- Task material
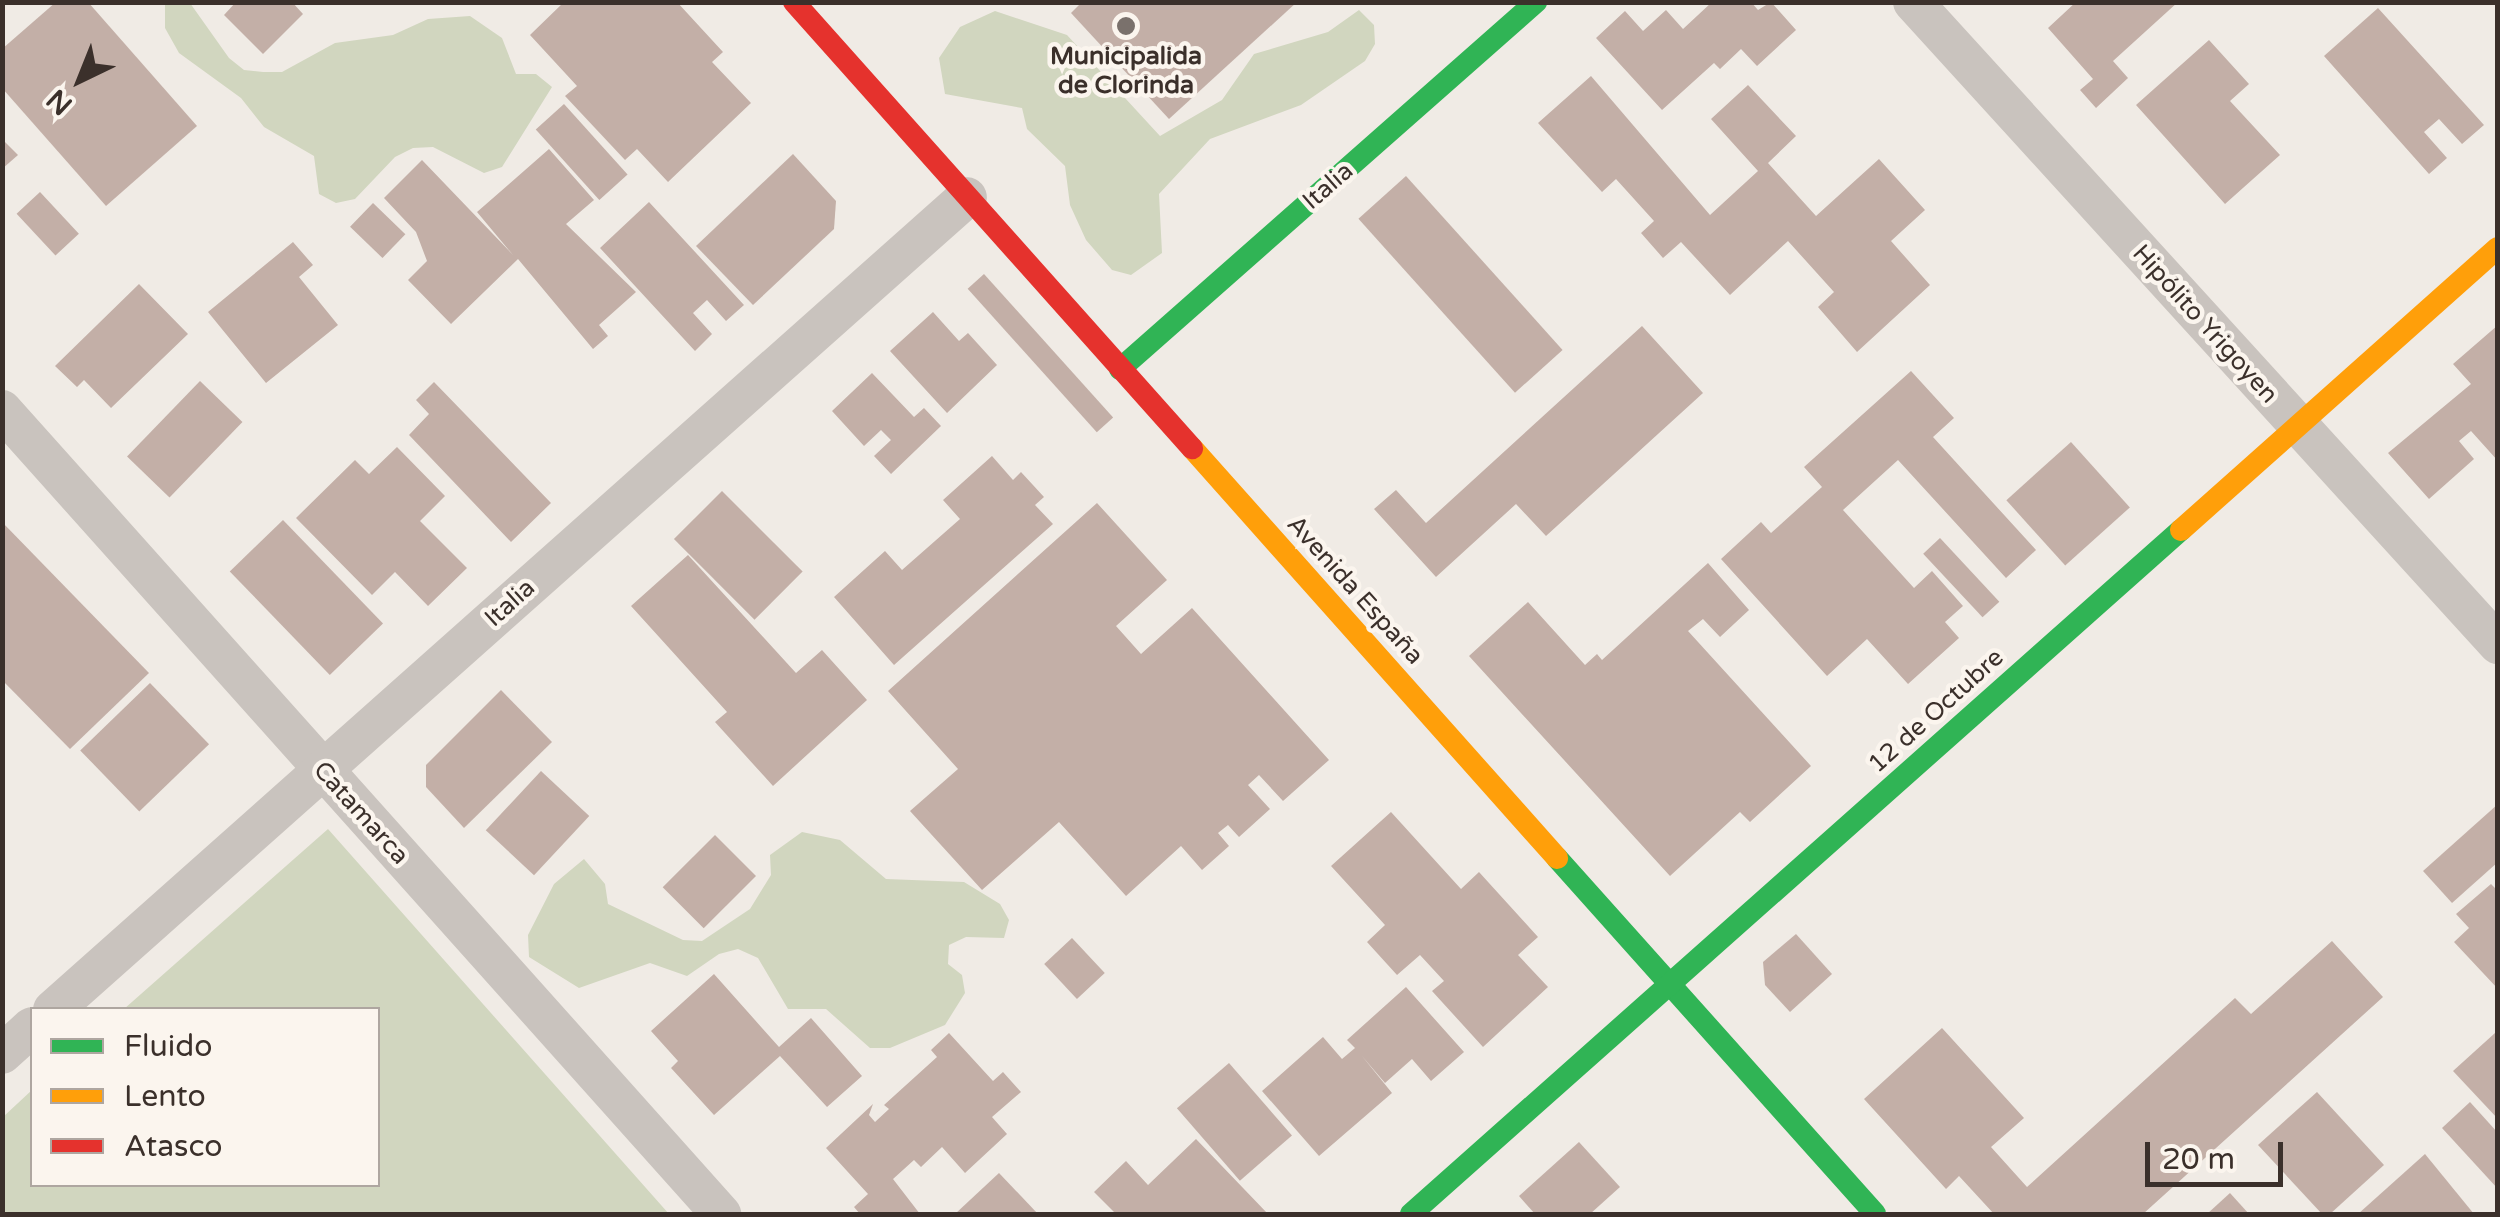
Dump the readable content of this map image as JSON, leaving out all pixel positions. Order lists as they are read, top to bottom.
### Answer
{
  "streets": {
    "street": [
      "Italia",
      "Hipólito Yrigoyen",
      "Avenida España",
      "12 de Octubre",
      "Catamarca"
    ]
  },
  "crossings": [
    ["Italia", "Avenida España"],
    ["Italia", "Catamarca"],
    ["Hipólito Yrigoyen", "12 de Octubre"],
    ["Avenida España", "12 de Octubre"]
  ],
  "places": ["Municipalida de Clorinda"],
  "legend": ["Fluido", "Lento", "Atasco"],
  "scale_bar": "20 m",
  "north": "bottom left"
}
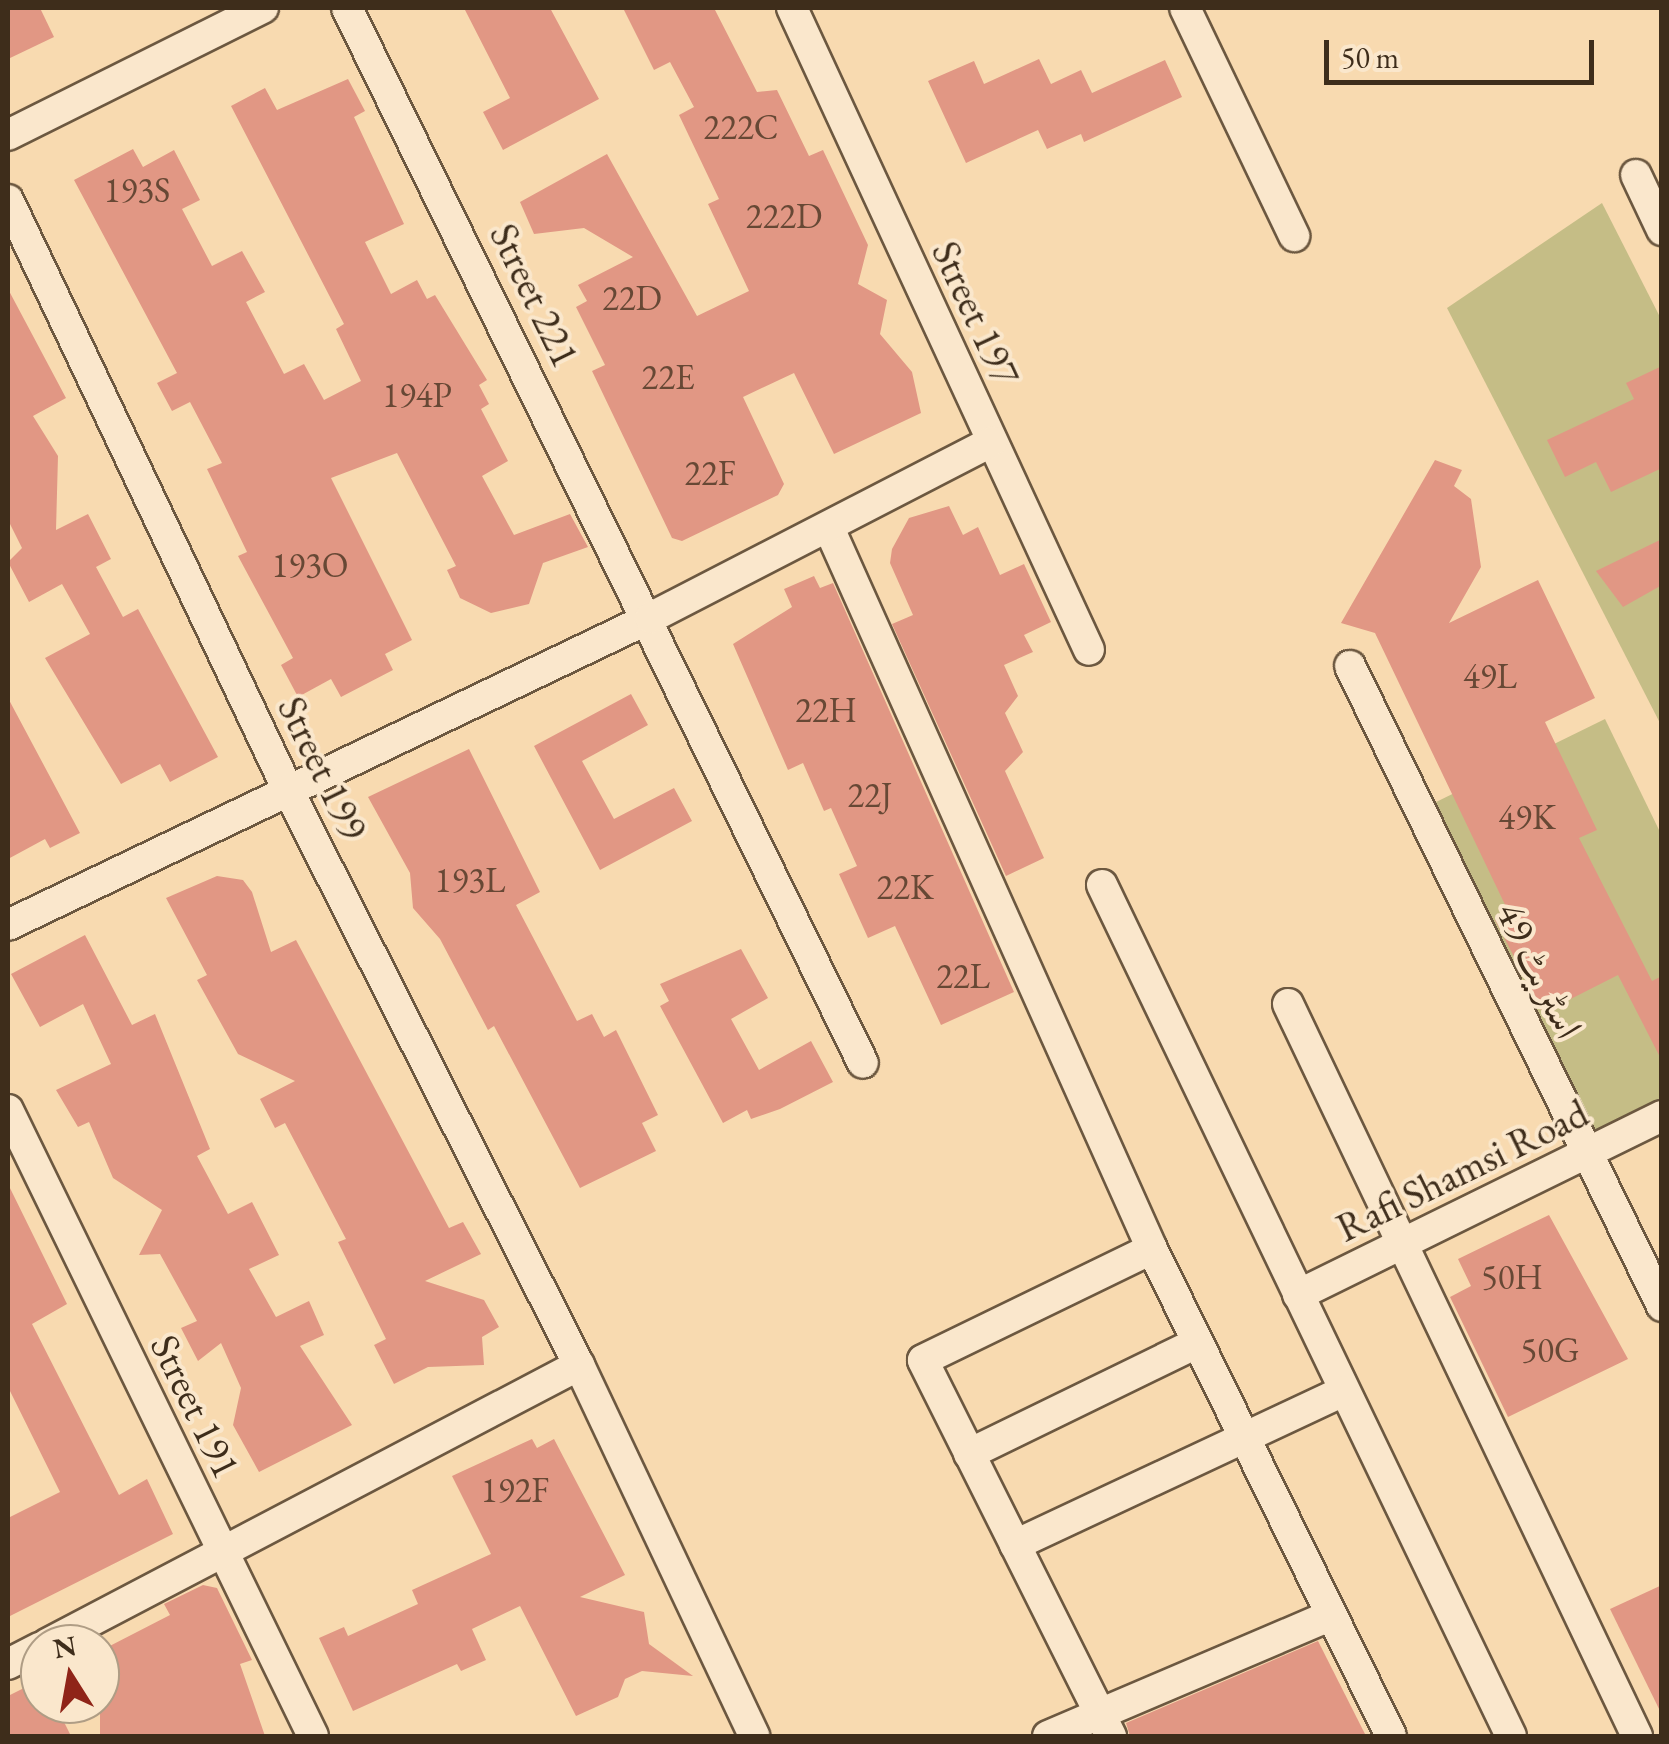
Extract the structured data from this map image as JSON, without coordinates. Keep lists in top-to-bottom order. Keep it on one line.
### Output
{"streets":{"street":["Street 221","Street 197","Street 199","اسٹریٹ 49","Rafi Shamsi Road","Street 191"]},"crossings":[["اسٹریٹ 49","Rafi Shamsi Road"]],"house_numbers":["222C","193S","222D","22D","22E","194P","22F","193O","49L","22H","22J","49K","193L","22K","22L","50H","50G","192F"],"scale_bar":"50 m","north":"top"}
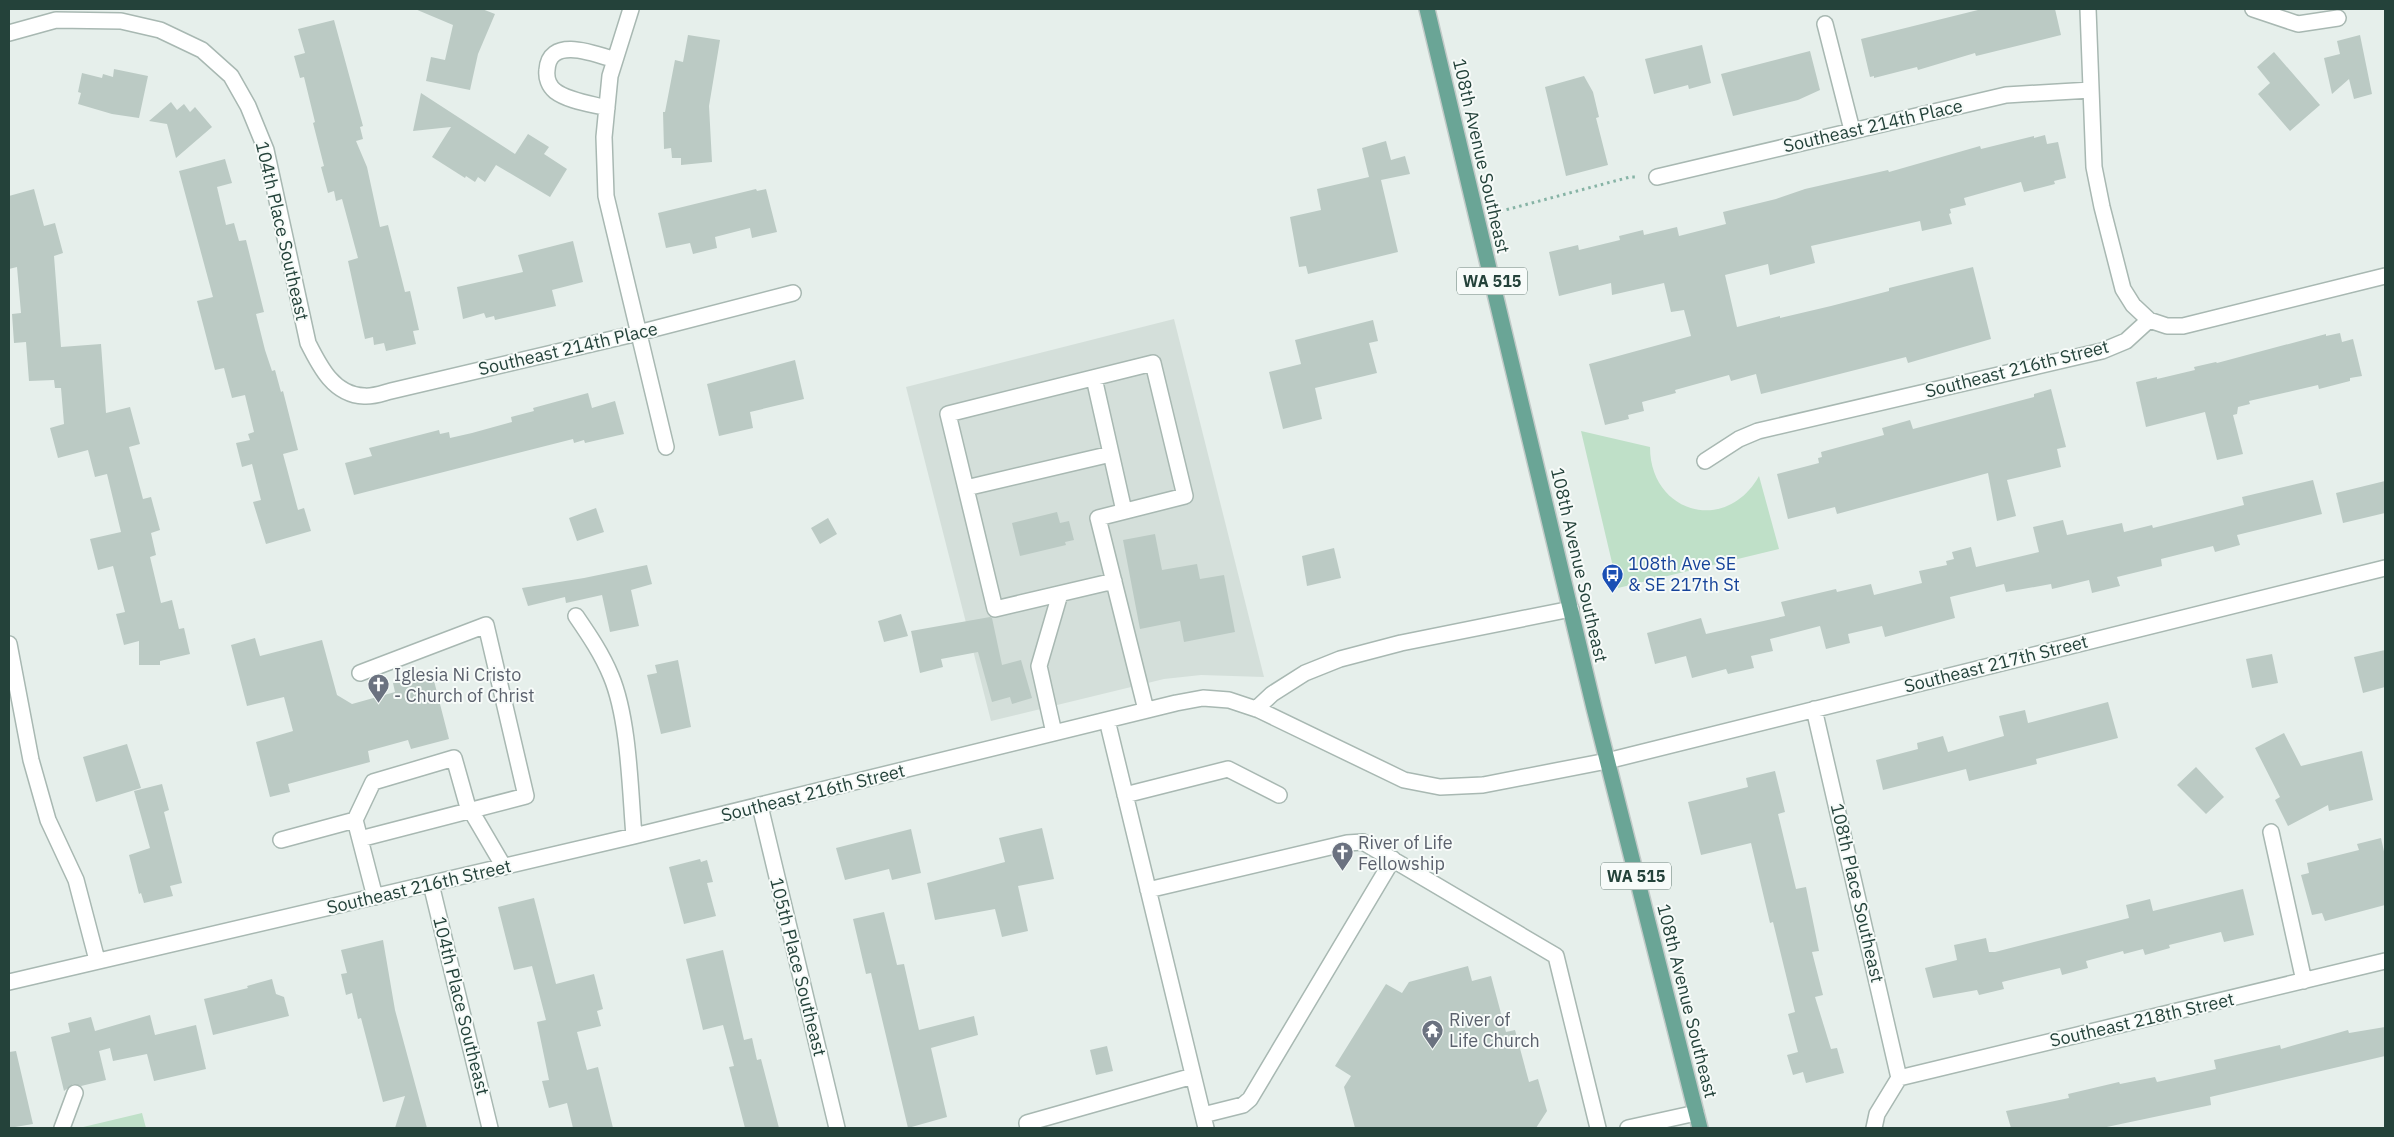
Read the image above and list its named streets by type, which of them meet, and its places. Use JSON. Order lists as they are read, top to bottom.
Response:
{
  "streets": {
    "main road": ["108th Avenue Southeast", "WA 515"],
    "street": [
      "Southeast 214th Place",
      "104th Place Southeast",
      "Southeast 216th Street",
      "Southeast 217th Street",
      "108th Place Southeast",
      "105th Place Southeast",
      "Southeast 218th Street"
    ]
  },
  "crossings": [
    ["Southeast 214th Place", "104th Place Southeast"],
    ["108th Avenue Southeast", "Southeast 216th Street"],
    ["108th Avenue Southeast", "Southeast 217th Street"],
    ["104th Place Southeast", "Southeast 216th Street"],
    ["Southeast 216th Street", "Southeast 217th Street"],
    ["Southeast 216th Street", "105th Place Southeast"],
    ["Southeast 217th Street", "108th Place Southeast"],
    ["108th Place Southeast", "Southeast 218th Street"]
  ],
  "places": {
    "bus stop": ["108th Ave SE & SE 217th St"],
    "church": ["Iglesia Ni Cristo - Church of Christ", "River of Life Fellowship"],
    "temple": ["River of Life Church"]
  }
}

- Problem description
Could you copy each line in the listing above that includes the word "this"?

- Answer section
Dump the readable content of this map image as JSON, leaving out all pixel positions. Order lists as they are read, top to bottom.
Extract the structured data from this map image as JSON, without coordinates. Keep lists in top-to-bottom order. Keep it on one line.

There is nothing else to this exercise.